Dataset entries
....

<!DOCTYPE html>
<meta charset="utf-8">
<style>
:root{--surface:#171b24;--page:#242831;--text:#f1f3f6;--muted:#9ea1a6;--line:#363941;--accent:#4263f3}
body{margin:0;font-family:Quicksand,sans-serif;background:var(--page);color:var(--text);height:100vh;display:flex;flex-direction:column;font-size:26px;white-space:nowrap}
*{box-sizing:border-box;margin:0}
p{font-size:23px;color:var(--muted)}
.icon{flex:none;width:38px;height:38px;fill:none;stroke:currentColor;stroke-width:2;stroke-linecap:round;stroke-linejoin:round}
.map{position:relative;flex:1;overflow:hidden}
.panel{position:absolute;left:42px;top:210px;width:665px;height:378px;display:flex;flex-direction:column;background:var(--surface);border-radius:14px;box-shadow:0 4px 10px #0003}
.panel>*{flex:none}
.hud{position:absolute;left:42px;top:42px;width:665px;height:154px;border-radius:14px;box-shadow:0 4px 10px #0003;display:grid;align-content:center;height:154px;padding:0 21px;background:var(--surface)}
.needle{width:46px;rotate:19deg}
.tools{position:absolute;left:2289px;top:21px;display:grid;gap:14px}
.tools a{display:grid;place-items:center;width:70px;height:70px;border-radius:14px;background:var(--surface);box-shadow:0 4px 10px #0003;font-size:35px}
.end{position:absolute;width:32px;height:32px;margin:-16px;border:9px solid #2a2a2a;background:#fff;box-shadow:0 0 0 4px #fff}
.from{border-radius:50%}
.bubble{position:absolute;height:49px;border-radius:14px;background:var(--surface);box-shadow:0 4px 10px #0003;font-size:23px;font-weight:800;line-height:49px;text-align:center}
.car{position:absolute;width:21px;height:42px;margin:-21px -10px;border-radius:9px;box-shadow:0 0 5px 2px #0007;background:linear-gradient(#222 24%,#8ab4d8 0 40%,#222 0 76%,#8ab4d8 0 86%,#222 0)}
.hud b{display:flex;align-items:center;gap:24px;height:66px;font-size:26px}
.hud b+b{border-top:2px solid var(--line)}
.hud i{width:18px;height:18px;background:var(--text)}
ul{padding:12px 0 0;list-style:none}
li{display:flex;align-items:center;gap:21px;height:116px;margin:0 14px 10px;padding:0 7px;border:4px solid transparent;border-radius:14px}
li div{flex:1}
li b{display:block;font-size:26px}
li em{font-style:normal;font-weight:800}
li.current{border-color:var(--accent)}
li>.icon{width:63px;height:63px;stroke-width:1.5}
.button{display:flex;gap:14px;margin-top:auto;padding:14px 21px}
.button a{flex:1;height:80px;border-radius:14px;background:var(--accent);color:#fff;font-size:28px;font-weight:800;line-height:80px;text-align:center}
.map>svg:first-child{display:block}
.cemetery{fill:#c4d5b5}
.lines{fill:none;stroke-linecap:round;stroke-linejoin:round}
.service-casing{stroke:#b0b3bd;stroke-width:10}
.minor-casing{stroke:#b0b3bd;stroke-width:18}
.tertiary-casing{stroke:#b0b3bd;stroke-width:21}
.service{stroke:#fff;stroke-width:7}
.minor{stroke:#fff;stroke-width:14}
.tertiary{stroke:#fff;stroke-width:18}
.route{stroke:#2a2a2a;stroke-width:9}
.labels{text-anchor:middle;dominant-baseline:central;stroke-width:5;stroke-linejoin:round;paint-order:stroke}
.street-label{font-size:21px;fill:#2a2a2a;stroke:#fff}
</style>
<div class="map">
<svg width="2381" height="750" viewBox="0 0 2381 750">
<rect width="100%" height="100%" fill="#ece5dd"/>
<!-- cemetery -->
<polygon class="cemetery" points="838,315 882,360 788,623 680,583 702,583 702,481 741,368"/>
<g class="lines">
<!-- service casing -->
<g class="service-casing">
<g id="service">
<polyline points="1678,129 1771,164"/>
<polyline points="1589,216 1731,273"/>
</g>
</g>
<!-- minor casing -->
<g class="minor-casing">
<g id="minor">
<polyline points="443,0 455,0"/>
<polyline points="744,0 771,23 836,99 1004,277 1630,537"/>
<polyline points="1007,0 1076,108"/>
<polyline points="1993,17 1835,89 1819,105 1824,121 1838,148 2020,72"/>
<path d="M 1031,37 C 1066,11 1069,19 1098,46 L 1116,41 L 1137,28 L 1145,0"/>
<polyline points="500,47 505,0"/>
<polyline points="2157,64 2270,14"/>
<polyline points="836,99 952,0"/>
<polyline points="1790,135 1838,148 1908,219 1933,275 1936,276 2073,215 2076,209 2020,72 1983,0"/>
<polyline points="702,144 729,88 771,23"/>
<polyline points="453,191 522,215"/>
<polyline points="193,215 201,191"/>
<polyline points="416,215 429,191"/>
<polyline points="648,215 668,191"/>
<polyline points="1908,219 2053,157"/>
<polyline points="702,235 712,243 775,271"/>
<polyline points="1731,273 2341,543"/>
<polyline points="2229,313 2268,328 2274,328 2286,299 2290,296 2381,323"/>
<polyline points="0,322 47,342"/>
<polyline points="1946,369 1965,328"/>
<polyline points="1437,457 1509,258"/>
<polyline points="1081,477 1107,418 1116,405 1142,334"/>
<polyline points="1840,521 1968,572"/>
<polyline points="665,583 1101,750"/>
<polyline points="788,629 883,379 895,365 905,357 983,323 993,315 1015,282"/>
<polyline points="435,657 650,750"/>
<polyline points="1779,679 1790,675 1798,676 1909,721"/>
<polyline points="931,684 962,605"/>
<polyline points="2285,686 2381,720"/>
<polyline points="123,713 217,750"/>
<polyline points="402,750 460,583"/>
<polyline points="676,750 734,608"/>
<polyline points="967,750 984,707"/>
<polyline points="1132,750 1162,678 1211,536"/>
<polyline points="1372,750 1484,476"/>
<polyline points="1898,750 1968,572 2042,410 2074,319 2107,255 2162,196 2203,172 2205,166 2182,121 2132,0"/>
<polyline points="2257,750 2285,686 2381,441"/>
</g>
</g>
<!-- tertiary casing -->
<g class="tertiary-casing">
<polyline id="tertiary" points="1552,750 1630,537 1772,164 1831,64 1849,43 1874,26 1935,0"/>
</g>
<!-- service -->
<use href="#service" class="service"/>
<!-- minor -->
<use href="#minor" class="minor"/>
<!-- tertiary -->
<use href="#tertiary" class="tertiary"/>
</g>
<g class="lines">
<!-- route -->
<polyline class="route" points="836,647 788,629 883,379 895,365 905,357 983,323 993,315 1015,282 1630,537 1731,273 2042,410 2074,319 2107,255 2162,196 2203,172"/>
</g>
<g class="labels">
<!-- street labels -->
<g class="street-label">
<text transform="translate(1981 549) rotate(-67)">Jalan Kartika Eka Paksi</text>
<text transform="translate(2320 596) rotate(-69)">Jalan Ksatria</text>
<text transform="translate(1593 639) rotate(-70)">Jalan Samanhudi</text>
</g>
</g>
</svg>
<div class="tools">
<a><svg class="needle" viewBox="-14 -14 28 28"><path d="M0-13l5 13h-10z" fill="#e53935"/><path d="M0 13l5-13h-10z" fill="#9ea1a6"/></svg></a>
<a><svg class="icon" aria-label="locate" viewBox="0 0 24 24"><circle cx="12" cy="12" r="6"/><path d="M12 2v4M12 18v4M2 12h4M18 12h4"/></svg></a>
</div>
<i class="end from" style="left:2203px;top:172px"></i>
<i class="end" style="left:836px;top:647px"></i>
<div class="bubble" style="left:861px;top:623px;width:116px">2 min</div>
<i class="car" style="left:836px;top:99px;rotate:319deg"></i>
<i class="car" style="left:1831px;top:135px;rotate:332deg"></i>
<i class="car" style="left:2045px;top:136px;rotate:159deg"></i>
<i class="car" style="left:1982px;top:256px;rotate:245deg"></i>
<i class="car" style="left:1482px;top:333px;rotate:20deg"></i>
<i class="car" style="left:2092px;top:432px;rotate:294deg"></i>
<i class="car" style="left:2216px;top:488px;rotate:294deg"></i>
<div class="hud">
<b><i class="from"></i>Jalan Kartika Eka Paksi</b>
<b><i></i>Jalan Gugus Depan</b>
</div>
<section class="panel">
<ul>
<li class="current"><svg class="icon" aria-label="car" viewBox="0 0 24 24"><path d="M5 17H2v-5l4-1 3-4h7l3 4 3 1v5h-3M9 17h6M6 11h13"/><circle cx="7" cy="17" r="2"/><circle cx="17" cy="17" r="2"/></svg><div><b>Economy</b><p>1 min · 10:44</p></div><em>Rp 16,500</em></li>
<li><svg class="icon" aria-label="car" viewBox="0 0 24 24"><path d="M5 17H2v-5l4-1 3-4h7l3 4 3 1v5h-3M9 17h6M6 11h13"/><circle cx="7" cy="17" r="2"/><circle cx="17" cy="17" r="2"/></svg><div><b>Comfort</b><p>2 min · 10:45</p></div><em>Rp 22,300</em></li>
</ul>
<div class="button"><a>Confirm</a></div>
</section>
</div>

....

**Activity:**
What lines in the data include the string "bubble"? Copy each one.

**Task output:**
.bubble{position:absolute;height:49px;border-radius:14px;background:var(--surface);box-shadow:0 4px 10px #0003;font-size:23px;font-weight:800;line-height:49px;text-align:center}
<div class="bubble" style="left:861px;top:623px;width:116px">2 min</div>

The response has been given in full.